Inde : démission du ministre de l’Éducation après des manifestations étudiantes massives

La scène politique indienne a été secouée par la démission du ministre de l’Éducation, Dharmendra Pradhan, suite à une vague de manifestations menées par des étudiants. Ce mouvement a été déclenché par des fraudes massives lors d’un examen national d’accès aux études de médecine, et a culminé ce week-end avec des revendications bien plus larges.

EN BREF

  • Le ministre de l’Éducation a démissionné après des manifestations étudiantes importantes.
  • Les fraudes aux examens de médecine ont provoqué des suicides parmi les candidats.
  • Les manifestants demandent des réformes face à l’autoritarisme perçu du gouvernement.

Les manifestations, qui ont débuté il y a six jours, ont mobilisé des milliers d’étudiants à travers le pays, en particulier à New Delhi. Le porte-parole du mouvement, Ashutosh Ranka, a lancé un appel à la paix, incitant les manifestants à rentrer chez eux après l’annonce de la démission de Pradhan.

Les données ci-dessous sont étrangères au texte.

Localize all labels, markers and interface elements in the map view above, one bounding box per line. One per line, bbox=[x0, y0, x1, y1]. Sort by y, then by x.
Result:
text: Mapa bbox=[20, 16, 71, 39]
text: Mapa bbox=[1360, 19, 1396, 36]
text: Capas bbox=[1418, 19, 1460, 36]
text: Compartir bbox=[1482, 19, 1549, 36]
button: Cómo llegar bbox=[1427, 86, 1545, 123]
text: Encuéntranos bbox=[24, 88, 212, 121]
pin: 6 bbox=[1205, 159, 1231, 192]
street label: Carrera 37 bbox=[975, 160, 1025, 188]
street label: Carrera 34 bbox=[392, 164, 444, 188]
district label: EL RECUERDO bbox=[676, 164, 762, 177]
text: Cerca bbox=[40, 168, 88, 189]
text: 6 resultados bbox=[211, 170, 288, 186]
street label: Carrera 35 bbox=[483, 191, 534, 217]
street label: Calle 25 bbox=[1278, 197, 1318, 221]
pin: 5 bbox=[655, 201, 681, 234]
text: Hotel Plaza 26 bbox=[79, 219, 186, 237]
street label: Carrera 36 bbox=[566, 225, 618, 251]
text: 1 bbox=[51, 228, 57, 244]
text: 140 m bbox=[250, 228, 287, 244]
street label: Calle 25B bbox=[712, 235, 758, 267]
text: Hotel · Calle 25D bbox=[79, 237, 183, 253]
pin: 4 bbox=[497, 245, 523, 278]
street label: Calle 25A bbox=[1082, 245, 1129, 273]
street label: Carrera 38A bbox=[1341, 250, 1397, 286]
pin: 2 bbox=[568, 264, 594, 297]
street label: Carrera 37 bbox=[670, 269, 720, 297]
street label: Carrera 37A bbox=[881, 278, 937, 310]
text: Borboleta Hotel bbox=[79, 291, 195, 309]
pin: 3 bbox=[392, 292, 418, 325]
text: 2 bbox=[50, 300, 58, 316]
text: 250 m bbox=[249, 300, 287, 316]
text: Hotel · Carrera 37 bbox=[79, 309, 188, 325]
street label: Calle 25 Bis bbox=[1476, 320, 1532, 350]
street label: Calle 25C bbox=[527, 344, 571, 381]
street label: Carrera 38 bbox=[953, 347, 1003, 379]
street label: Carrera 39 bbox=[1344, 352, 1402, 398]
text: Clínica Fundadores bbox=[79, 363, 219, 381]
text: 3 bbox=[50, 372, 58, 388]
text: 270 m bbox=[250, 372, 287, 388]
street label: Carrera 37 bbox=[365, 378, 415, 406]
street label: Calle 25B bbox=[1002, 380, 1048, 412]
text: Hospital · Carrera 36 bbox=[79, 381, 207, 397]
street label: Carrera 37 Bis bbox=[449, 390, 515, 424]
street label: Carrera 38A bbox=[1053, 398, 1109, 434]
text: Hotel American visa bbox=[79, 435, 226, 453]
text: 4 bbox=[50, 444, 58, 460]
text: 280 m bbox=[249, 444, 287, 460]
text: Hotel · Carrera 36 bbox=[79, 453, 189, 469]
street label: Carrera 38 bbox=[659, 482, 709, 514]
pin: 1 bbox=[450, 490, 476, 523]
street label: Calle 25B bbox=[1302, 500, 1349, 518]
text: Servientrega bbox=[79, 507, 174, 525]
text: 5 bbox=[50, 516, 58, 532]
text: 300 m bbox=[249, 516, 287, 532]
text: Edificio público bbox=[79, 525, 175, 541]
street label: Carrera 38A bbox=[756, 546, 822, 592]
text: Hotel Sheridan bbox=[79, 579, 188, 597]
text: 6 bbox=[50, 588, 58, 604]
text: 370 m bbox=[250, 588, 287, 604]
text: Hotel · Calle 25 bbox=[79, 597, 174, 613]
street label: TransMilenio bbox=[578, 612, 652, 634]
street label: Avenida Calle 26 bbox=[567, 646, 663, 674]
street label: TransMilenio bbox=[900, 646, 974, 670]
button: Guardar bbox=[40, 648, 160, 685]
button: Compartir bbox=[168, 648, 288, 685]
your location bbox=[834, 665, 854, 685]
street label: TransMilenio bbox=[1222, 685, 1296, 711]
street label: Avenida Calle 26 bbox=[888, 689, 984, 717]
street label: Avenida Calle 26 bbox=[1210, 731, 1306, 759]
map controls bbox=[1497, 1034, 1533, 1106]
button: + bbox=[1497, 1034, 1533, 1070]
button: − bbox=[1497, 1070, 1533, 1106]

Ce dernier, dans un message publié sur son compte X, a exprimé sa volonté de permettre aux étudiants de se concentrer sur leurs études, évitant ainsi des complications juridiques.

Le mécontentement des étudiants est né des fraudes massives qui ont entaché un examen national crucial, auquel ont participé plus de deux millions de candidats. L’annulation de cet examen a été un choc terrible, entraînant le suicide de plusieurs jeunes, ce qui a exacerbé la colère des manifestants. Les revendications des étudiants ne se limitent pas à la fraude, mais s’étendent à des problématiques comme le manque d’emplois et la gestion autoritaire du gouvernement de Narendra Modi.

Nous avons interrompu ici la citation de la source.